Using Ant¶
Login¶
There is 1 login node:
Hostname |
Node type |
---|---|
|
Ant login node |
Host key fingerprint:
Algorithm |
Fingerprint (SHA256) |
---|---|
RSA |
|
ECDSA |
|
ED25519 |
|
Building software¶
ESPResSo¶
Release 4.3:
# last update: March 2024
module load spack/default gcc/12.3.0 cuda/12.3.0 openmpi/4.1.6 \
fftw/3.3.10 boost/1.83.0 cmake/3.27.9 python/3.12.1
git clone --recursive --branch python --origin upstream \
https://github.com/espressomd/espresso.git espresso-4.3
cd espresso-4.3
python3 -m venv venv
source venv/bin/activate
python3 -m pip install -c "requirements.txt" numpy scipy vtk h5py setuptools cython==3.0.6
mkdir build
cd build
cp ../maintainer/configs/maxset.hpp myconfig.hpp
sed -i "/ADDITIONAL_CHECKS/d" myconfig.hpp
cmake .. -D CMAKE_BUILD_TYPE=Release -D ESPRESSO_BUILD_WITH_CCACHE=OFF \
-D ESPRESSO_BUILD_WITH_CUDA=ON -D CMAKE_CUDA_ARCHITECTURES="86" \
-D CUDAToolkit_ROOT="${CUDA_HOME}" \
-D ESPRESSO_BUILD_WITH_WALBERLA=ON -D ESPRESSO_BUILD_WITH_WALBERLA_AVX=ON \
-D ESPRESSO_BUILD_WITH_SCAFACOS=OFF -D ESPRESSO_BUILD_WITH_HDF5=OFF
make -j 64
SITE_PACKAGES=$(python3 -c 'import sysconfig;print(sysconfig.get_path("platlib"))')

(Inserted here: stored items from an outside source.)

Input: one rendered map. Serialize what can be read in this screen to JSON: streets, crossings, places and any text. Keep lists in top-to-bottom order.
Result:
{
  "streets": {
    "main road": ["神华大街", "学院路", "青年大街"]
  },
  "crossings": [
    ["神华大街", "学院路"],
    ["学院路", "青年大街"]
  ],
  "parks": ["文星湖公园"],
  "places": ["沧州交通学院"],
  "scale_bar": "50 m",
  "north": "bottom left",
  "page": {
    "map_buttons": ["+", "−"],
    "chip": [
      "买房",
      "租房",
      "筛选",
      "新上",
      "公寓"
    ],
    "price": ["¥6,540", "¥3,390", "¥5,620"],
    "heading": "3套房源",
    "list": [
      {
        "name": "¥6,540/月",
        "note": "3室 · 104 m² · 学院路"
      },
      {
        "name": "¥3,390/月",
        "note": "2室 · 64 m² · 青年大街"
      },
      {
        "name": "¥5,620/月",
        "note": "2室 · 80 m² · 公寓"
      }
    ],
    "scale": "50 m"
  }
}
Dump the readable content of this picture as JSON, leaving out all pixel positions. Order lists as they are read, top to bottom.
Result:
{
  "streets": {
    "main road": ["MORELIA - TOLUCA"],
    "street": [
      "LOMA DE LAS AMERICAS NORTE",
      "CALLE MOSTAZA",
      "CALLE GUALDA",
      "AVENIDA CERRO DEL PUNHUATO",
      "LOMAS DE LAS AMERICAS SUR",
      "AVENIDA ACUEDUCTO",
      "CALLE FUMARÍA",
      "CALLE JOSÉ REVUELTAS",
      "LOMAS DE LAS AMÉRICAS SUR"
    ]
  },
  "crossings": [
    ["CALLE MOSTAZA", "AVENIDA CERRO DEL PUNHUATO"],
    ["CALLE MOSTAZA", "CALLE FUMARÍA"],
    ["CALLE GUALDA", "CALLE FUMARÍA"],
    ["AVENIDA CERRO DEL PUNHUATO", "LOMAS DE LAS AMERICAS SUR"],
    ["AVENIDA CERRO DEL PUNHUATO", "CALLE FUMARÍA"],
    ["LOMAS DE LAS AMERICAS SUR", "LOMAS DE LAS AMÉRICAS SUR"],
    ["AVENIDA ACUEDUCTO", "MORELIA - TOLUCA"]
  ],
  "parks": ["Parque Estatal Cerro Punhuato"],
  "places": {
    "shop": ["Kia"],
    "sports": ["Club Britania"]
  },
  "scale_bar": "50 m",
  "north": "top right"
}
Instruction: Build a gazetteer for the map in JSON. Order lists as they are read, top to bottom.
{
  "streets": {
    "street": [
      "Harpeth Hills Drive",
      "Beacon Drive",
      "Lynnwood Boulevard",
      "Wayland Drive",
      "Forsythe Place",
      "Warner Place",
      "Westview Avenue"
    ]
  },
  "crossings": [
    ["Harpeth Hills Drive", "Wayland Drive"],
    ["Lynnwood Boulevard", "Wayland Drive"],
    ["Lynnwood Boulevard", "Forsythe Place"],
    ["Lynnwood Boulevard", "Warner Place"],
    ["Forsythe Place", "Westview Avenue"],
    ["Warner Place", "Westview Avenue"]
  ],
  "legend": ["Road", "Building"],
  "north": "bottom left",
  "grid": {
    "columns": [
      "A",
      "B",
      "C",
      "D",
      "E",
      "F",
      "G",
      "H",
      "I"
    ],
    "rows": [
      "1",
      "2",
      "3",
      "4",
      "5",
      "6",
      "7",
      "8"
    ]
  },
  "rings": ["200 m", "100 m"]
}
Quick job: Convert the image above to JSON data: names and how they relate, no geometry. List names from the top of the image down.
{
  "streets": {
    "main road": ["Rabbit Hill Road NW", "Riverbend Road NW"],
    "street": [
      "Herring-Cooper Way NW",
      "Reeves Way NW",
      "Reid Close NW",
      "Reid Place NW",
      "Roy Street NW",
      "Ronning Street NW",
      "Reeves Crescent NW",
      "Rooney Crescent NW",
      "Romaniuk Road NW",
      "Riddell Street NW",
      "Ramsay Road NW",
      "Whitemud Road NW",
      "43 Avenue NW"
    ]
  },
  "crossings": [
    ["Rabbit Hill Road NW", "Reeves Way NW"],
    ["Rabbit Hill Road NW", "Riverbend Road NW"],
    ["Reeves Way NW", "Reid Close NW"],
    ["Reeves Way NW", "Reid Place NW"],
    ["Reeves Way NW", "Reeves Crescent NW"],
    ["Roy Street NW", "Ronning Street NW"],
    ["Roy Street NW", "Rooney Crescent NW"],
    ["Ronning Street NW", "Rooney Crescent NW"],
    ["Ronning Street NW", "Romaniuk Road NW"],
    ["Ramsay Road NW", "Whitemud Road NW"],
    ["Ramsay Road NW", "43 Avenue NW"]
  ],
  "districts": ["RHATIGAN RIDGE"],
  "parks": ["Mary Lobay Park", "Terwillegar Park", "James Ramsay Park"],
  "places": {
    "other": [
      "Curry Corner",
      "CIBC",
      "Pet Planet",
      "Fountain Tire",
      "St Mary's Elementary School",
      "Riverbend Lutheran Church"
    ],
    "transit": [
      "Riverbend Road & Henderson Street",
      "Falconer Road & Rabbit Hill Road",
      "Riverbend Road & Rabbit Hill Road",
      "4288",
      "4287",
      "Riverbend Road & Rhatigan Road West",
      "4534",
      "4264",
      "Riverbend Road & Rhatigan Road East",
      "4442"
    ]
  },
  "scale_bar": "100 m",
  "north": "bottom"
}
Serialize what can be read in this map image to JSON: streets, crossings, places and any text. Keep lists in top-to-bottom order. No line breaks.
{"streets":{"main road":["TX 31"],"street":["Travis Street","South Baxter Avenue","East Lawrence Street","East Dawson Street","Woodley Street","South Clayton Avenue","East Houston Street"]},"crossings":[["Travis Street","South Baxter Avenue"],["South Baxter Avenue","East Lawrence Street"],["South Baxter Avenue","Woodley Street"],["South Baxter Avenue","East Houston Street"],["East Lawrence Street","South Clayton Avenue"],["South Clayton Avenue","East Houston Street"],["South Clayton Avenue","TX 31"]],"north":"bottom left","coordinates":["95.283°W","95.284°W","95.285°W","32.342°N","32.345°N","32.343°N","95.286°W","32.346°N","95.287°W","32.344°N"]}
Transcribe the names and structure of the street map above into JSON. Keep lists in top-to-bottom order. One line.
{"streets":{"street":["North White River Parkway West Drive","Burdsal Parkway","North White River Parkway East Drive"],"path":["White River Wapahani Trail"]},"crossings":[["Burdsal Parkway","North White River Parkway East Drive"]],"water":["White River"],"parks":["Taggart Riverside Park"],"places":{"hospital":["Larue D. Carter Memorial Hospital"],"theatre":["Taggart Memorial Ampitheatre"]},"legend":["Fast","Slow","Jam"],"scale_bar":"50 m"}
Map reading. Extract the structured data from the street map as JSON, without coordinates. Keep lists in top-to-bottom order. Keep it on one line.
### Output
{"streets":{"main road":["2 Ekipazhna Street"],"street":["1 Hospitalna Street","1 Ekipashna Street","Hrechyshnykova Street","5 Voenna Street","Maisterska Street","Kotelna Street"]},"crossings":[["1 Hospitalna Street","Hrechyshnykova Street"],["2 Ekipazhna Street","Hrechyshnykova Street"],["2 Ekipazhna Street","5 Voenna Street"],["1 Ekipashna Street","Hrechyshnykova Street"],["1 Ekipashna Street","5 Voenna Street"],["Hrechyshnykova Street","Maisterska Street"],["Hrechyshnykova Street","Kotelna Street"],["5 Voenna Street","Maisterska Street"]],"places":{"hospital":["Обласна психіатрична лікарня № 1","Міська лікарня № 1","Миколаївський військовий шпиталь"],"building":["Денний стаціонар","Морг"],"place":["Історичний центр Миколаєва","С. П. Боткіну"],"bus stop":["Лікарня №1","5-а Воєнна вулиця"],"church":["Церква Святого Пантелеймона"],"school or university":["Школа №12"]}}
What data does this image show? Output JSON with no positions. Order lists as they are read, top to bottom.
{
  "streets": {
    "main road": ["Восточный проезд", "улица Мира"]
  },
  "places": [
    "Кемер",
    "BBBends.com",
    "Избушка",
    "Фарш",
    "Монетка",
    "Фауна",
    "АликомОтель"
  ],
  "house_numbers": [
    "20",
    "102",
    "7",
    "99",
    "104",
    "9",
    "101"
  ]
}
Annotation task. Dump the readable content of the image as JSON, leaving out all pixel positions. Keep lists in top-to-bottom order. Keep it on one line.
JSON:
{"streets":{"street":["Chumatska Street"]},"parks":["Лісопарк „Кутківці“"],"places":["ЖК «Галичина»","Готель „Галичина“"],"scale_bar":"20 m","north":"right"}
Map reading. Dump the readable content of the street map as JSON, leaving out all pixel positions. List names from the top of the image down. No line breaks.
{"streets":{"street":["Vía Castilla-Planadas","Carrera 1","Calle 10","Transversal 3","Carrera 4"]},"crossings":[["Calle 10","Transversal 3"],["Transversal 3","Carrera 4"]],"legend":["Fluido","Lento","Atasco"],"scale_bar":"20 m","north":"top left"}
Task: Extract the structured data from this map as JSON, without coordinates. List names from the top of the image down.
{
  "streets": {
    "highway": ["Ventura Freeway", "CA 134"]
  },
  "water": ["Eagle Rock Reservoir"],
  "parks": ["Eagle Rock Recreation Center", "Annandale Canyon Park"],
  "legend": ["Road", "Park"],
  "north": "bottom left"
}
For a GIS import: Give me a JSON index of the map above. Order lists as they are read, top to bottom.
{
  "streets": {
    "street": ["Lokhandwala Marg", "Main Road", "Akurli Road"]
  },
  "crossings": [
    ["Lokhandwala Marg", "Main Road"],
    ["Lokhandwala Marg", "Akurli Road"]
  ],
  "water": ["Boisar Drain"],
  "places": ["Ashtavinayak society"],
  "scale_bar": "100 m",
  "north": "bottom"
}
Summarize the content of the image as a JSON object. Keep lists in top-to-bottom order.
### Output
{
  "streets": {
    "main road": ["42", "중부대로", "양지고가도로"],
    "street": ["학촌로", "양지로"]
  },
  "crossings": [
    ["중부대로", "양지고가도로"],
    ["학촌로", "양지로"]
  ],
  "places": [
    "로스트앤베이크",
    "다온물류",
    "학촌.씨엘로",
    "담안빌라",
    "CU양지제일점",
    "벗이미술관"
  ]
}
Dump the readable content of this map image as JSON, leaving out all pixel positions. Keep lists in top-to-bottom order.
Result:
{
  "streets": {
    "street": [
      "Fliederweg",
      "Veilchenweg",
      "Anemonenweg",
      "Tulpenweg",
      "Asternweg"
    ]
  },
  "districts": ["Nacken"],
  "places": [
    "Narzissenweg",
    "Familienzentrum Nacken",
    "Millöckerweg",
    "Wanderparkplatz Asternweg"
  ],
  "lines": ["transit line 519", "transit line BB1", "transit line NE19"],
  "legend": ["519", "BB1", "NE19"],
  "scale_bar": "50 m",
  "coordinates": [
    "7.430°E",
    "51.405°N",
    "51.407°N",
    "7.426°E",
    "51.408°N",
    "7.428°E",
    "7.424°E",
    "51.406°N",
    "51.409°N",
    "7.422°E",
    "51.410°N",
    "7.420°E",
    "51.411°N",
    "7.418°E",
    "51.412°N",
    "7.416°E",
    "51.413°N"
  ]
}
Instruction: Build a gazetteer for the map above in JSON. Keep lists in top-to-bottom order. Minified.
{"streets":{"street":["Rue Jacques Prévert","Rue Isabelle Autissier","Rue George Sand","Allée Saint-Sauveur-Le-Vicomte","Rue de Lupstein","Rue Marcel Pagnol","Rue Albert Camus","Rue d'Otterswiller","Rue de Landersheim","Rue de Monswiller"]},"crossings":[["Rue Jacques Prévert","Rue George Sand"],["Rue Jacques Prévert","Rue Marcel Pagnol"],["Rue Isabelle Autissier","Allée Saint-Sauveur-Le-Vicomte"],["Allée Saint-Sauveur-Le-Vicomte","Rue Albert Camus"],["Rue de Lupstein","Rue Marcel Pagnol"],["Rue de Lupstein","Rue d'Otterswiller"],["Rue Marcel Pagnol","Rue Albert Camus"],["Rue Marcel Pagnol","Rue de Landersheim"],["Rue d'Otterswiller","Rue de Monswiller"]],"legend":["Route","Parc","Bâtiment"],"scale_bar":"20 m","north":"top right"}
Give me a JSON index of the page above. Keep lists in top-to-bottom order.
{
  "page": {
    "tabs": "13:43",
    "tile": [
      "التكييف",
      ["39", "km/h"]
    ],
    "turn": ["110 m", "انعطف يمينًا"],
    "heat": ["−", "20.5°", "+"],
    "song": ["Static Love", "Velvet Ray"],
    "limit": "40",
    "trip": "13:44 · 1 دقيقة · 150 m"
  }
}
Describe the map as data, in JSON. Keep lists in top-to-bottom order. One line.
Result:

echo $(realpath ./src/python) > "${SITE_PACKAGES}/espresso.pth"
deactivate
Loading software¶
With EESSI:
# last update: October 2024
[user@ant ~]$ source /cvmfs/software.eessi.io/versions/2023.06/init/bash
{EESSI 2023.06} [user@ant ~]$ module load ESPResSo/4.2.2-foss-2023b
{EESSI 2023.06} [user@ant ~]$ module load pyMBE/0.8.0-foss-2023b
{EESSI 2023.06} [user@ant ~]$ python3 -c "import pyMBE"
{EESSI 2023.06} [user@ant ~]$ python3 -c "import espressomd"
With Spack:
# last update: October 2024
module load spack/default
module load gcc/12.3.0 openmpi/4.1.6 cuda/12.3.0
Submitting jobs¶
Caution
The default walltime for jobs on ant is set to 10 minutes. For longer jobs, explicitly set the walltime in your SLURM script. Similarly, the default RAM per allocated CPU is set to 2GB. Adapt your SLURM script if you require more memory!
#SBATCH --time=05:00:00 # for 5 hours
#SBATCH --mem-per-cpu=5G # for 5GB per allocated CPU
Batch command:
sbatch --job-name="test" --nodes=1 --ntasks=4 --mem-per-cpu=2GB job.sh
Job script:
#!/bin/bash
#SBATCH --time=00:10:00
#SBATCH --output %j.stdout
#SBATCH --error %j.stderr
module load spack/default gcc/12.3.0 cuda/12.3.0 openmpi/4.1.6 \
fftw/3.3.10 boost/1.83.0 python/3.12.1
source espresso-4.3/venv/bin/activate
srun --cpu-bind=cores python3 espresso-4.3/testsuite/python/particle.py
deactivate
Benchmarks¶
Multi-GPU job¶
Run mpi4py on multiple nodes, one CPU per GPU, and make only one GPU visible per CPU.
Environment:
python3 -m venv venv
. venv/bin/activate
pip install mpi4py pycuda "numpy<2"
Launcher (gpu_vis_wrapper
):
#!/bin/bash
CUDA_VISIBLE_DEVICES=$((${SLURM_PROCID} % ${SLURM_GPUS_ON_NODE})) $*
Executor (list_cuda.py
):
from mpi4py import MPI
import pycuda.driver as cuda
import os
comm = MPI.COMM_WORLD
rank = comm.Get_rank()
cuda_visible_devices = os.environ.get("CUDA_VISIBLE_DEVICES", "")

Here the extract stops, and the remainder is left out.